I, along with twenty or more professionals, was invited for the purpose of acting as a community host and mentor to a table of eight students. Our table was also host to Sodexo’s own Paul Kerns. Together, our group had a rather fabulous time.

Students were first taught the importance of dress, posture, proper greetings and introductions. They were shown how to hold a wine glass and plate while still having a free hand with which to greet others. The “mocktail” party was a challenge for many of the students I came in contact with. It seems a shame that so many employed, studious twenty-somethings would have no idea how to handle the basics of meeting and greeting new people with an air of both friendliness and confidence. It really says a lot about how much our society has changed regarding manners. These skills were expected and exhibited by most young people until the social revolution of the 60s­—especially young people looking for employment. But there were a few shining stars, and as a community guest I enjoyed having the opportunity to meet students and hear about their individual interests and goals.

The dinner was a pleasant surprise. Despite the sizable room, the Sodexo staff and student volunteers worked hard to provide excellent service to their guests throughout the lengthy meal. My table was made up of eight seniors, and while sitting with complete strangers is always somewhat uncomfortable at first, it took very little time for us to begin truly enjoying ourselves. Most of the students were eager, talkative and had a good sense of humor about the somewhat awkward circumstances.

Together we enjoyed the meal, which was designed by the chef to be a challenge. A small cup of tasty squash soup was served with an extraordinarily large piece of puff pastry emerging from it, taking up most of the surface area of the soup itself. Salad was served in an unwieldy—yet edible—Parmesan crisp, and dinner included skewered shrimp. Each course provided an ample level of difficulty, but with assistance from the community guest and notes provided throughout the meal, each table managed to navigate each of the social and edible roadblocks that were presented. 

Etiquette may seem like something that belongs to a lost generation, but manners will never go out of style. Understanding the importance of social interaction and conducting yourself properly is especially useful in uncomfortable situations. Other colleges and universities should work to provide similar programs to their student body, as it was obviously a struggle for many of the students to properly introduce themselves and network.

If you’re looking to brush up on your table manners, here are some basics from About.com:

*Your water glass is the one on your right.

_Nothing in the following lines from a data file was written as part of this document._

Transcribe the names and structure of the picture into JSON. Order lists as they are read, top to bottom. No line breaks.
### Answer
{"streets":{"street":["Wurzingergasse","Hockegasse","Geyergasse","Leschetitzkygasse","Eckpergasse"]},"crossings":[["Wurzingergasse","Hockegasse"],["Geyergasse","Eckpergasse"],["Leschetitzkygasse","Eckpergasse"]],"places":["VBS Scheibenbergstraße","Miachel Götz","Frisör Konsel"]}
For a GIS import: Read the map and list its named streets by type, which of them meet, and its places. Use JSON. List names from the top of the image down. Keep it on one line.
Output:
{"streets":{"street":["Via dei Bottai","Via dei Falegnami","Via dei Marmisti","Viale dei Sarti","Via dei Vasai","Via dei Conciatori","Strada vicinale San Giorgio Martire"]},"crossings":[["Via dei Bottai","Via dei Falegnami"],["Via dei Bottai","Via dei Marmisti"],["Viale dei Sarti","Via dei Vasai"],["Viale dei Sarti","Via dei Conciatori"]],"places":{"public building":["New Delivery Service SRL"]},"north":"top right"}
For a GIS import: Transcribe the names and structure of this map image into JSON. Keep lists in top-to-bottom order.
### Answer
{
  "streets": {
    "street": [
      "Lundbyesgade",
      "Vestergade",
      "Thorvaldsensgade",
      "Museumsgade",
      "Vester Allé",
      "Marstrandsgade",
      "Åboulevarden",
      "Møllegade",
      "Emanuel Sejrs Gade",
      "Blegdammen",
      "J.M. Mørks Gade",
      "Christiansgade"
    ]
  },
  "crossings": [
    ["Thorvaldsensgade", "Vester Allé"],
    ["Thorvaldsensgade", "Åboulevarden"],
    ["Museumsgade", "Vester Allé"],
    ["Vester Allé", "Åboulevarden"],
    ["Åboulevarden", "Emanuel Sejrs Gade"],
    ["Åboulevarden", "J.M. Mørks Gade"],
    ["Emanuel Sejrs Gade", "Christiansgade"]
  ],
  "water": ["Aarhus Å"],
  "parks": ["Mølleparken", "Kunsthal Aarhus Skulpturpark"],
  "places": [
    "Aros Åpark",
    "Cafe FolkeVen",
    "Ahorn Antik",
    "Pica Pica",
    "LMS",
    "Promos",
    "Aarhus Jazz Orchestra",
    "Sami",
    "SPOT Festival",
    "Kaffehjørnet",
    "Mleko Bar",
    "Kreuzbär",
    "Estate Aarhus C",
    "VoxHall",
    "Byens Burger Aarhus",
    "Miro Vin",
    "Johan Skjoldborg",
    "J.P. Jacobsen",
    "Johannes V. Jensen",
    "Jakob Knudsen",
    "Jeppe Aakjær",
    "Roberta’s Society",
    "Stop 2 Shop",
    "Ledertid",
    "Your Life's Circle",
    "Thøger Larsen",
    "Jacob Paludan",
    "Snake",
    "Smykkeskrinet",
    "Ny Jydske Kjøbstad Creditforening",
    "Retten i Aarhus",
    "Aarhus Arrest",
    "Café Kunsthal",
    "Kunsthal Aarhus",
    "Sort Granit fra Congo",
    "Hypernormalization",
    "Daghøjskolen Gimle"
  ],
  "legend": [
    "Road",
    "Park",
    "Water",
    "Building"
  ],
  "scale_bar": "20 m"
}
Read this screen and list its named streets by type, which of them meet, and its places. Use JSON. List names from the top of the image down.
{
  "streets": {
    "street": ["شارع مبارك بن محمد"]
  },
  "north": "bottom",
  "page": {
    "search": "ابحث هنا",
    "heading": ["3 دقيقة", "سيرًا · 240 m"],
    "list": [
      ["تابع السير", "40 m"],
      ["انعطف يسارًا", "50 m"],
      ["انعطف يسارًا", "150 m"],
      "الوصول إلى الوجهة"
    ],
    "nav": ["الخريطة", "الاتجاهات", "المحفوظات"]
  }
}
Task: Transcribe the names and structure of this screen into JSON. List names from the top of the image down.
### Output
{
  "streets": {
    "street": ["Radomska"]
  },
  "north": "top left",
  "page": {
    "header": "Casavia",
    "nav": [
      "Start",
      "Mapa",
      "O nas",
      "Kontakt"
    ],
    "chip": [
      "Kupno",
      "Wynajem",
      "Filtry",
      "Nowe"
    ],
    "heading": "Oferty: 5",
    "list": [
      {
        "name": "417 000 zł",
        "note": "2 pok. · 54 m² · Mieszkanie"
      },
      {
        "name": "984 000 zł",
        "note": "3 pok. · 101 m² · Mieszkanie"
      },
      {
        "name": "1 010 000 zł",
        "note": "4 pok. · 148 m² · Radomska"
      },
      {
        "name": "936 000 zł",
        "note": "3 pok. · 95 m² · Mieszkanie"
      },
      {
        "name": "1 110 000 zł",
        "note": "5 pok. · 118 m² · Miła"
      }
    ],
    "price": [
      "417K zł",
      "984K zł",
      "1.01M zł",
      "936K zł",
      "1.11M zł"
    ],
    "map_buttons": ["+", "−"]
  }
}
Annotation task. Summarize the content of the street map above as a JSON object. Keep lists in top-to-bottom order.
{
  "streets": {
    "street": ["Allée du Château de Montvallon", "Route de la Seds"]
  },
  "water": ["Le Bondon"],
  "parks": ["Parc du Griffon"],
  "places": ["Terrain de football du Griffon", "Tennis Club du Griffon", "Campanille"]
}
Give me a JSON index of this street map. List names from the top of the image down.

*The bread dish to the left is yours.

*Put butter on your bread dish. Break off bite-size pieces of bread to butter and eat one at a time.

*When you finish eating, your knife and fork should be placed across your plate pointing to 11:00.

*Be on time.

*Turn off your cell phone. Your full attention should be on your dining companion or you will give the dangerous impression that you think there is someone more important than him or her.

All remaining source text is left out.